Rang De Basanti is 5!
To celebrate the fifth anniversary of Rang De Basanti (RDB), that released on January 26, 2006, producer-director-writer Rakeysh Omprakash Mehra will have a special screening at PVR Pheonix, today at 7 pm with his cast and crew, followed by dinner at producer Ronnie Screwvala’s residence.bollywood Updated: Jan 28, 2011 17:25 IST
To celebrate the fifth anniversary of Rang De Basanti (RDB), that released on January 26, 2006, producer-director-writer Rakeysh Omprakash Mehra will have a special screening at PVR Pheonix, today at 7 pm with his cast and crew, followed by dinner at producer Ronnie Screwvala’s residence.
Mehra studied in an Air Force school in Delhi, and would dream of flying a MIG 21 whose model stood in the school compound. When in college, with four friends and a foreigner, he would go to India Gate to salute the soldiers, and fall into the Suraj Kund, drunk.

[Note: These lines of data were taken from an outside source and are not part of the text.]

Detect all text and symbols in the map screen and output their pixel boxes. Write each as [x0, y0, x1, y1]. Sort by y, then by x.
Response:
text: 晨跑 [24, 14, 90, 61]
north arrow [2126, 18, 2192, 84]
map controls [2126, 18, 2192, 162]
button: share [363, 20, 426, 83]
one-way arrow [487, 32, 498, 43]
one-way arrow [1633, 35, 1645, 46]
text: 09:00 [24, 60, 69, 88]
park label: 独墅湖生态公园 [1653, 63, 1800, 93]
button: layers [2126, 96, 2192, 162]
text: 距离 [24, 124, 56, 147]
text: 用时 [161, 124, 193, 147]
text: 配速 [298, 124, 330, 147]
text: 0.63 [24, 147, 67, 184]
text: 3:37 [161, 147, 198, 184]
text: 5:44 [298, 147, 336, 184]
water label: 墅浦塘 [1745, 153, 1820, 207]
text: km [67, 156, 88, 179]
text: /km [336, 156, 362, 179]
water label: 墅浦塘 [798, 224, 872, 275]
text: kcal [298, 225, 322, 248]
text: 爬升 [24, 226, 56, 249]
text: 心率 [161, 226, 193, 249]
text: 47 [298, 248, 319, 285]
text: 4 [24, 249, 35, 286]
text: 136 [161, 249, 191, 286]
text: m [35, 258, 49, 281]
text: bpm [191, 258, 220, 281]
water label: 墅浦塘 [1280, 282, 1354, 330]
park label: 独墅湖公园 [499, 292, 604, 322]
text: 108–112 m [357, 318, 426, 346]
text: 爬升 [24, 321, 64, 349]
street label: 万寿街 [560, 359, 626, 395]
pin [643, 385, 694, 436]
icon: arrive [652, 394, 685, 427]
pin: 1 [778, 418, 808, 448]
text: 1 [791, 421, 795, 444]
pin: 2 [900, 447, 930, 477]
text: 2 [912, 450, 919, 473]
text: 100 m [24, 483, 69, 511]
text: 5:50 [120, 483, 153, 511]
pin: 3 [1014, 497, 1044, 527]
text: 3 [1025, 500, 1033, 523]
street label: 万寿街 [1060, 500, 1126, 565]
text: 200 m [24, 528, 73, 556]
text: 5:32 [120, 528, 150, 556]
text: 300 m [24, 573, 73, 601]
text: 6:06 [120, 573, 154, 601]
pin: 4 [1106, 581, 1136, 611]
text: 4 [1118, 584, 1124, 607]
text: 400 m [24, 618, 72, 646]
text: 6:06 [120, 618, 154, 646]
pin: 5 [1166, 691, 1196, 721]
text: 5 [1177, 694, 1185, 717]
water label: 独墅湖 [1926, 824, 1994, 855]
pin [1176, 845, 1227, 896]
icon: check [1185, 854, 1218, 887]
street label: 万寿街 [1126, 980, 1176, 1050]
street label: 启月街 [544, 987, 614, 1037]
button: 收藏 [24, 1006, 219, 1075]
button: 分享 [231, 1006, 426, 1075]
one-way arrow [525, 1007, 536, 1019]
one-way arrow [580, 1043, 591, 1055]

“One night after passing out of college, I sang songs with my buddies’ younger brothers. Later, in Mumbai, I saw a censored tape of them being beaten up by the Mandal Commission. I read of MIGs crashing. From this grew the story of RDB, a film no one would give me money for till Aamir Khan entered the picture,” he reminisces.
All this, with some never-before-seen stills, will find its way into a book Mehra has been working on for two years. The shooting script will also be released with it this year, along with a documentary directed by his wife Bharti and a Blue-Ray DVD.
The film is on everyone’s must-see list following a poll that listed it as the third greatest film ever, after Mother India and Mughal-e-Azam. It’s playing on TV almost every week. “The Herald, in Europe, in an article, ‘Changing India, Changing Movies’ blamed it for the new-wave India and called me (un) Bollywood,” laughs Mehra, admitting he broke a few cinematic norms.
RDB had no action, no melodrama, romance that ends in death, no nautanki-style choreography and no lip-sync songs. “We were told that we were committing suicide but we went with our conviction. Today, RDB has turned from a movie into a movement, triggering off public marches for justice for Jessica Lall and Arushi Talwar,” he reasons.
Any plans of a sequel? Mehra laughs, “For that I have to be born again.”